--- PROVIDED MATERIAL Enclosed Below ---

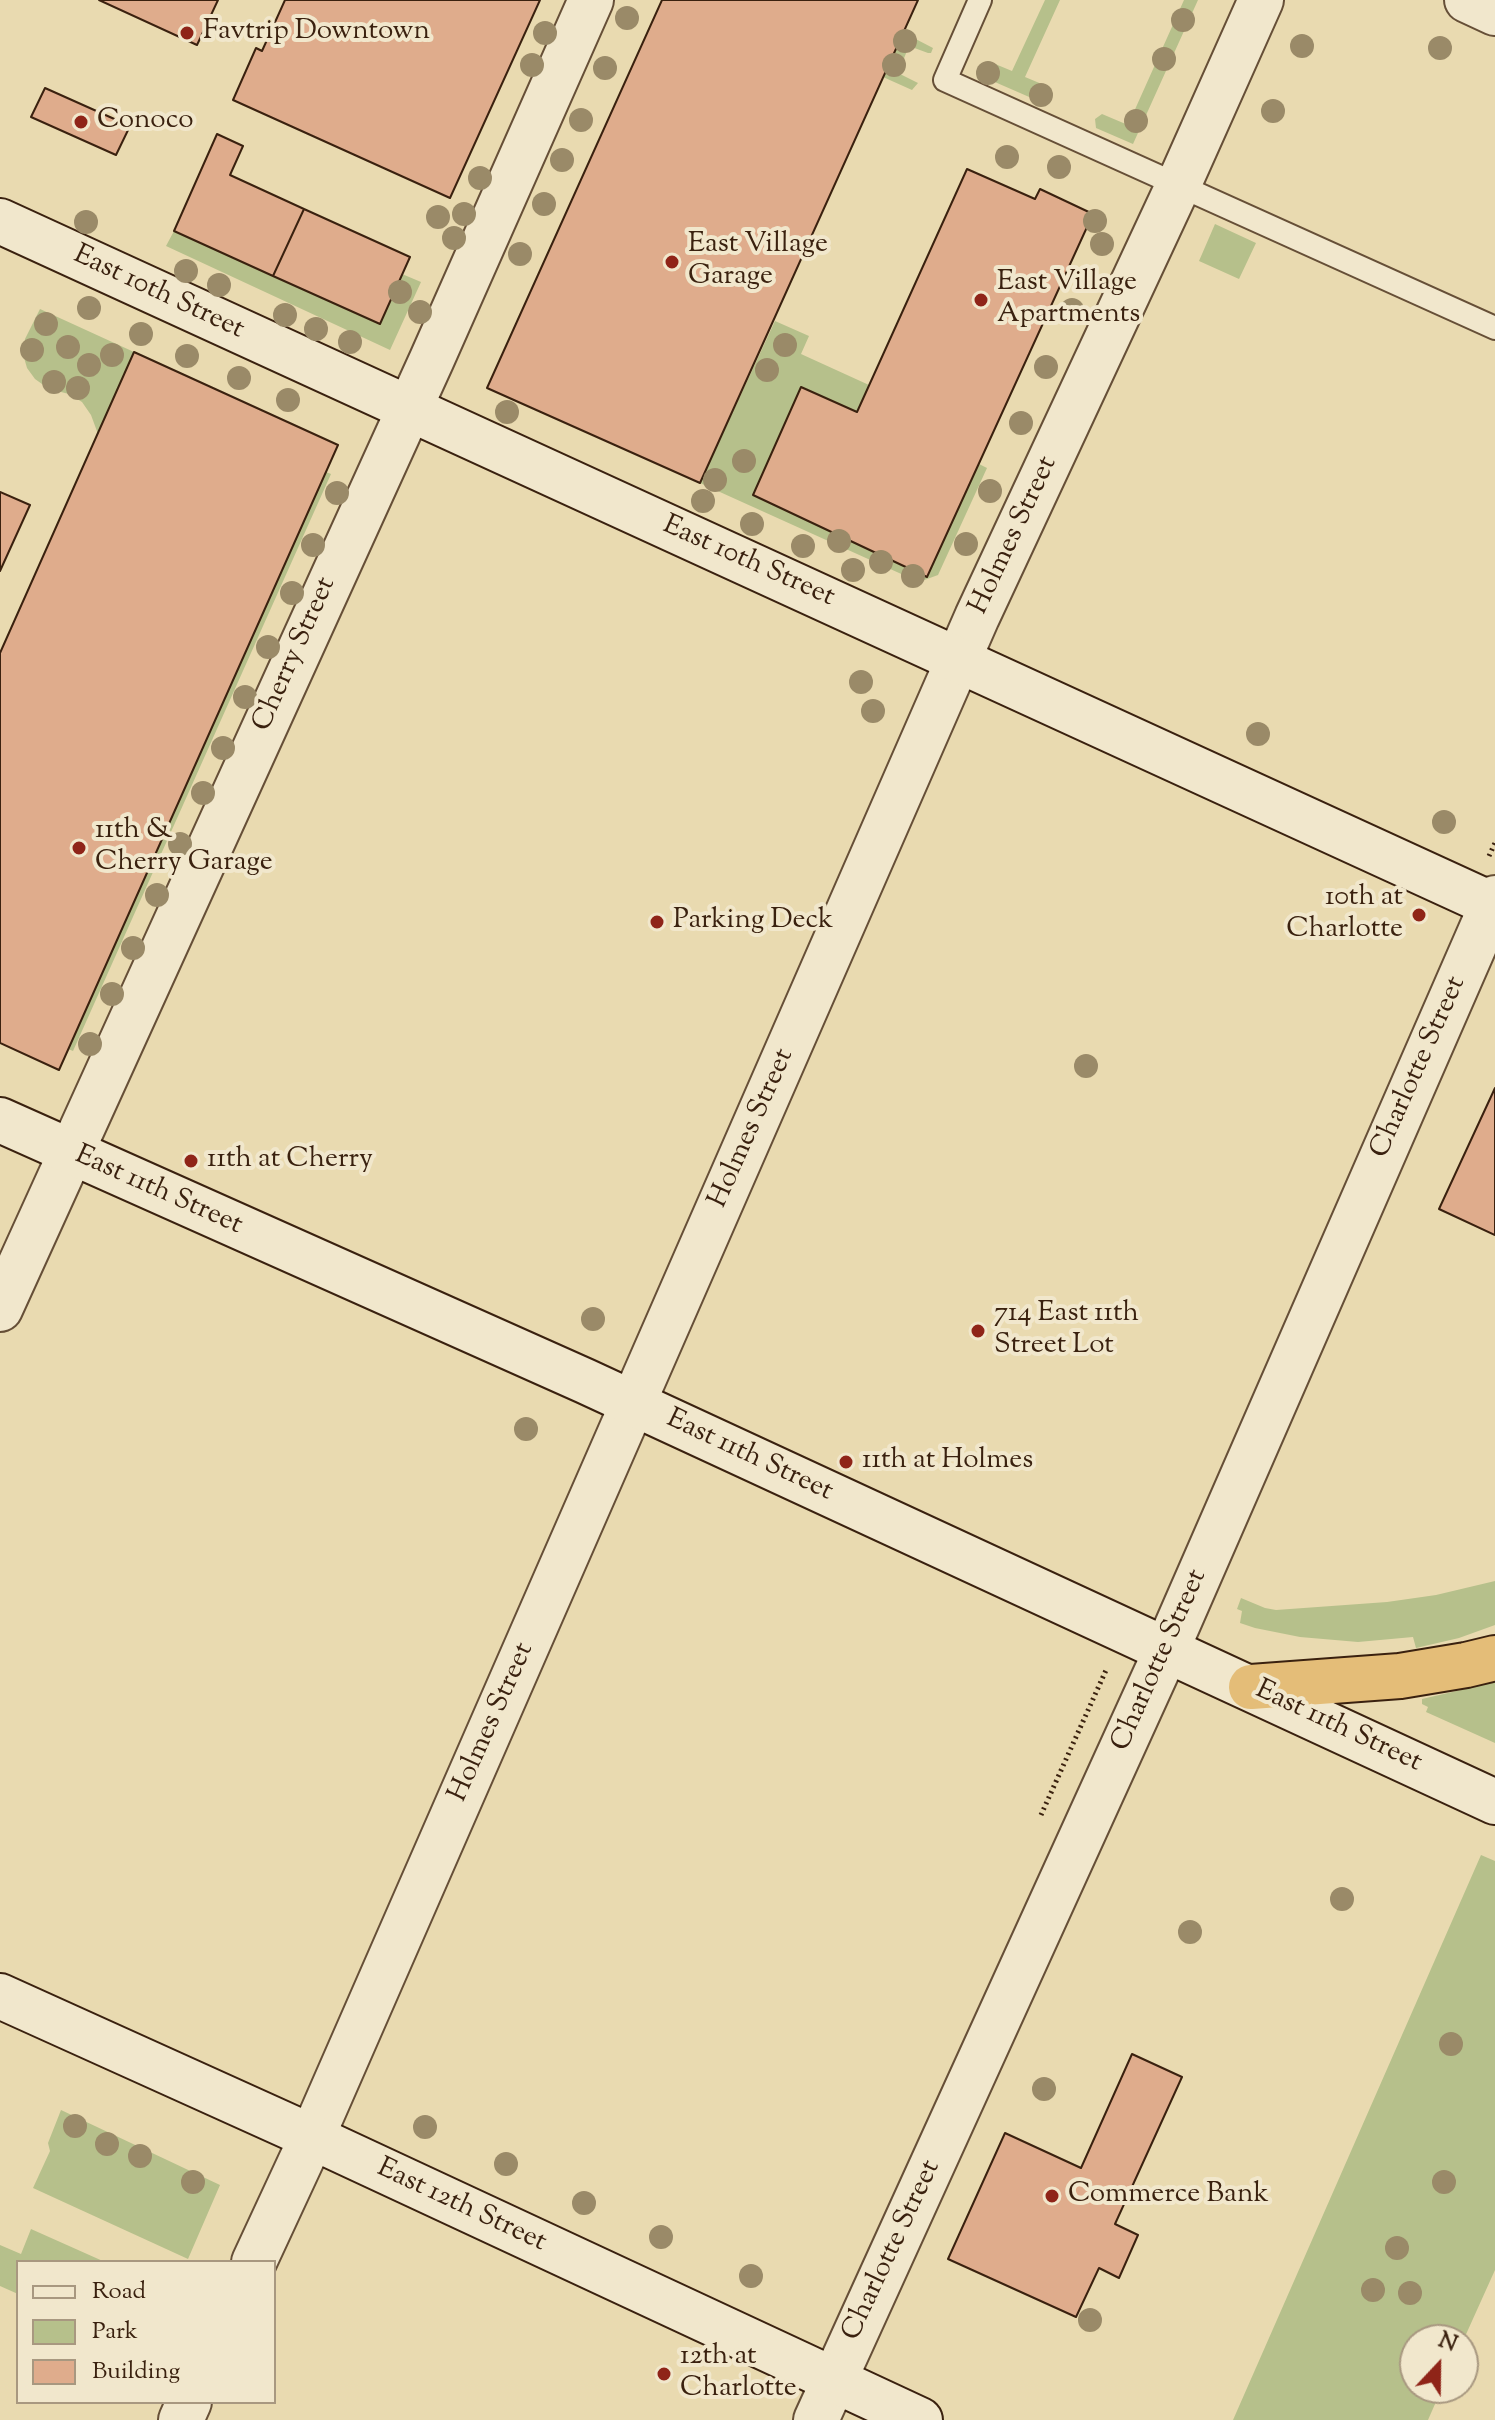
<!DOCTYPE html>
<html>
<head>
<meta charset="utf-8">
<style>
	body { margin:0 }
	#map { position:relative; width:1495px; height:2420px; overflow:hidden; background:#e9dab0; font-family:"Sorts Mill Goudy",serif }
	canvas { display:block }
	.legend { position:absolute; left:16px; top:2260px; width:260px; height:144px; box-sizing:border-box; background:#f1e7cc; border:2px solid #a89880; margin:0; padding:10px 14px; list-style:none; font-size:24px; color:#3a210f }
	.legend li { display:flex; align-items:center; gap:16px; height:40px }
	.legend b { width:40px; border:2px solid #a89880 }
	.north { position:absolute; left:1399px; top:2324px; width:80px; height:80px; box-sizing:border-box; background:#f1e7cc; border:2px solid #a89880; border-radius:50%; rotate:22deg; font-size:22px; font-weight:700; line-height:32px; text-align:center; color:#3a210f }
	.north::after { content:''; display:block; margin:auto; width:28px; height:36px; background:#8f2418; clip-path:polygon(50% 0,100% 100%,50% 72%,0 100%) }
</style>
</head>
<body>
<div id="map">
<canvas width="1495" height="2420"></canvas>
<ul class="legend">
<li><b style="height:10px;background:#f1e7cc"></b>Road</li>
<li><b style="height:22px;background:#b6c08b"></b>Park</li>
<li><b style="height:22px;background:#dfac8c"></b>Building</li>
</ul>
<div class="north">N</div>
</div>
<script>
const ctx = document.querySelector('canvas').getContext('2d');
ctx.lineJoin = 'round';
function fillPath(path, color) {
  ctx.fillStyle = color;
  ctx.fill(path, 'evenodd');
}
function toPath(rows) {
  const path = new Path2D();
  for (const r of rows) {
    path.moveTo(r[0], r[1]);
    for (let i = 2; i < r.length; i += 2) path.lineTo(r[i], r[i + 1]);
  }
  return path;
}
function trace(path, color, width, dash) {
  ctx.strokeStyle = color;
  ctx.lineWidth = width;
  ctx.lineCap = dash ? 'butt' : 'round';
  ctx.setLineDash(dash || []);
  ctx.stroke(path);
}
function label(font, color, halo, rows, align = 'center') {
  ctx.font = font + ' "Sorts Mill Goudy",serif';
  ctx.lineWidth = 8;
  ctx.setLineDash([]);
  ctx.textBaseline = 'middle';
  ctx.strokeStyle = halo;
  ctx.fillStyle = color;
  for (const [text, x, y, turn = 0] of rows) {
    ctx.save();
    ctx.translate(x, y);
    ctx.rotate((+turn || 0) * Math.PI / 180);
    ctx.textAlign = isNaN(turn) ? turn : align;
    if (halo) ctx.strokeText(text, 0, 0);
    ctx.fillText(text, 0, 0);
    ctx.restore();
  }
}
fillPath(toPath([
	[1045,0,1060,0,1025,77,1049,87,1051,100,1043,103,981,76,978,68,988,61,1012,71],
	[1184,0,1198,0,1133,144,1096,128,1095,119,1102,114,1128,125],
	[904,33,933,48,931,53,928,53,909,46,898,73,918,83,912,90,883,77],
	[1215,224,1256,243,1239,279,1199,261],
	[174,231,379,324,402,274,421,282,390,350,166,246],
	[40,309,134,352,98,434,91,415,82,402,69,394,49,389,35,379,27,368,23,354,25,339],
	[775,321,809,336,801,354,869,385,857,412,801,387,927,576,979,464,987,468,938,575,919,582,700,483],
	[326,472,331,474,73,1051,68,1049],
	[1495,1581,1495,1625,1459,1638,1416,1648,1413,1637,1358,1642,1300,1637,1255,1628,1240,1623,1242,1611,1237,1609,1241,1598,1265,1608,1276,1610,1387,1602,1436,1595],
	[1495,1679,1495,1743,1426,1712,1428,1707,1422,1704,1422,1699,1478,1686],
	[1481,1855,1495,1861,1495,2270,1463,2341,1415,2340,1415,2388,1442,2388,1428,2420,1233,2420],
	[61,2110,220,2185,188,2259,33,2188,50,2151,48,2143],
	[31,2229,105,2262,18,2262,18,2294,0,2286,0,2245,21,2254]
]), '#b6c08b');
const building = toPath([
	[99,0,218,0,197,45,99,0],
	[285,0,540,0,450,198,233,100,256,48,262,51,285,0],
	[662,0,918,0,700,483,487,388,662,0],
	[45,88,130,126,116,155,31,117,45,88],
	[217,134,243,146,230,175,304,209,273,276,174,231,217,134],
	[967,169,1035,199,1040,189,1093,214,927,577,753,495,801,387,857,412,967,169],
	[304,209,410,257,380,324,273,276,304,209],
	[134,352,338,445,59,1070,0,1043,0,653,134,352],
	[0,492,30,505,0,571,0,492],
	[1495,1088,1495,1235,1439,1209,1495,1088],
	[1132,2054,1182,2077,1115,2224,1138,2235,1119,2278,1099,2268,1076,2317,948,2259,1005,2133,1081,2168,1132,2054]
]);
fillPath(building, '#dfac8c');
trace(building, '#3a210f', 2);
const service = toPath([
	[980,0,945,80,1495,328]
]);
const minor = toPath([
	[0,1309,432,359,591,0]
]);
const tertiary = toPath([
	[1467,0,1495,13],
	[254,2262,312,2137,977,617,1178,186,1261,0],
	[181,2420,189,2402],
	[816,2420,1167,1649,1495,898]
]);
const secondary = toPath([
	[0,221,1495,906],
	[0,1120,585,1381,1495,1802],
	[0,1996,312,2137,920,2420]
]);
const motorway = toPath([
	[1251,1687,1400,1676,1466,1665,1495,1658]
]);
trace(service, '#664f37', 26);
trace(minor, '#664f37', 48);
trace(tertiary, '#664f37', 48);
trace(secondary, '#3a210f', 48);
trace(motorway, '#3a210f', 48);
trace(toPath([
	[1489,856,1495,843],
	[1041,1815,1107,1668]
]), '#3a210f', 5, [2, 4]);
trace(service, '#f1e7cc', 22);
trace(minor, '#f1e7cc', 44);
trace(tertiary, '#f1e7cc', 44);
trace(secondary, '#f1e7cc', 44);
trace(motorway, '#e4bd78', 44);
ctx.fillStyle = '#9a8a68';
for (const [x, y] of [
	[627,18],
	[1183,20],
	[545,33],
	[905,41],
	[1302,46],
	[1440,48],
	[1164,59],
	[532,65],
	[894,65],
	[605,68],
	[988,73],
	[1041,95],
	[1273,111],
	[581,120],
	[1136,121],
	[1007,157],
	[562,160],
	[1059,167],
	[480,178],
	[544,204],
	[464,214],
	[438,217],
	[1095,221],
	[86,222],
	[454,238],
	[1102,244],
	[520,254],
	[186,271],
	[219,285],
	[400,292],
	[89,308],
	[1072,310],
	[420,312],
	[285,315],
	[46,324],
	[316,329],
	[141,334],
	[350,342],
	[785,345],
	[68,347],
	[32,350],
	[112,355],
	[187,356],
	[89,365],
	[1046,367],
	[767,370],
	[239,378],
	[54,382],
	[78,388],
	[288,400],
	[507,412],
	[1021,423],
	[744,461],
	[715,480],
	[990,491],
	[337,493],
	[703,501],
	[752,524],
	[839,541],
	[966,544],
	[313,545],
	[803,546],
	[881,562],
	[853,570],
	[913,576],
	[292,593],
	[268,647],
	[861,682],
	[245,697],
	[873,711],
	[1258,734],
	[223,748],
	[203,793],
	[1444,822],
	[180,844],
	[157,895],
	[133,948],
	[112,994],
	[90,1044],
	[1086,1066],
	[593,1319],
	[526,1429],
	[1342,1899],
	[1190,1932],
	[1451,2044],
	[1044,2089],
	[75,2126],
	[425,2127],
	[107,2144],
	[140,2156],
	[506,2164],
	[193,2182],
	[1444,2182],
	[584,2203],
	[661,2237],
	[1397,2248],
	[751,2276],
	[1373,2290],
	[1410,2293],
	[1090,2320]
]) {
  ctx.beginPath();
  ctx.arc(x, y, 12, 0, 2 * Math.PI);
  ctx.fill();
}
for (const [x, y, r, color] of [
	[187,33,8,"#8f2418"],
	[81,122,8,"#8f2418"],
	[672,262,8,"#8f2418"],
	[981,300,8,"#8f2418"],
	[79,848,8,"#8f2418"],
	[1419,915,8,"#8f2418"],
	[657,922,8,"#8f2418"],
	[191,1161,8,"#8f2418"],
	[978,1331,8,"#8f2418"],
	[846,1462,8,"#8f2418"],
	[1052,2196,8,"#8f2418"],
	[664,2374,8,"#8f2418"]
]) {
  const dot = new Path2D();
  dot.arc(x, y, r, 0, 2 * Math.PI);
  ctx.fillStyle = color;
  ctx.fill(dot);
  trace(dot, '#f1e7cc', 3);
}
label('28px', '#3a210f', '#f1e7cc', [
	["Favtrip Downtown",203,33],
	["Conoco",97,122],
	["East Village",688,246],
	["Garage",688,278],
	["East Village",997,284],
	["Apartments",997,316],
	["11th &",95,832],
	["Cherry Garage",95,864],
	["10th at",1403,899,"right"],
	["Charlotte",1403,931,"right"],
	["Parking Deck",673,922],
	["11th at Cherry",207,1161],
	["714 East 11th",994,1315],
	["Street Lot",994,1347],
	["11th at Holmes",862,1462],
	["Commerce Bank",1068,2196],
	["12th at",680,2358],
	["Charlotte",680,2390]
], 'left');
label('28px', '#3a210f', '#f1e7cc', [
	["East 10th Street",158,294,25],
	["Holmes Street",1015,536,-65],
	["East 10th Street",748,563,24],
	["Cherry Street",296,655,-66],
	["Charlotte Street",1420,1068,-66],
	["Holmes Street",753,1129,-66],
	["East 11th Street",158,1192,24],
	["East 11th Street",749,1457,25],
	["Charlotte Street",1161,1661,-66],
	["Holmes Street",493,1723,-66],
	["East 11th Street",1338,1728,25],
	["East 12th Street",461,2207,25],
	["Charlotte Street",893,2251,-65]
]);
</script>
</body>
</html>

--- End of Enclosed PROVIDED MATERIAL ---

Determine how many lines of the listing hold the word "function", then write only that number.

◆ TASK OUTPUT
4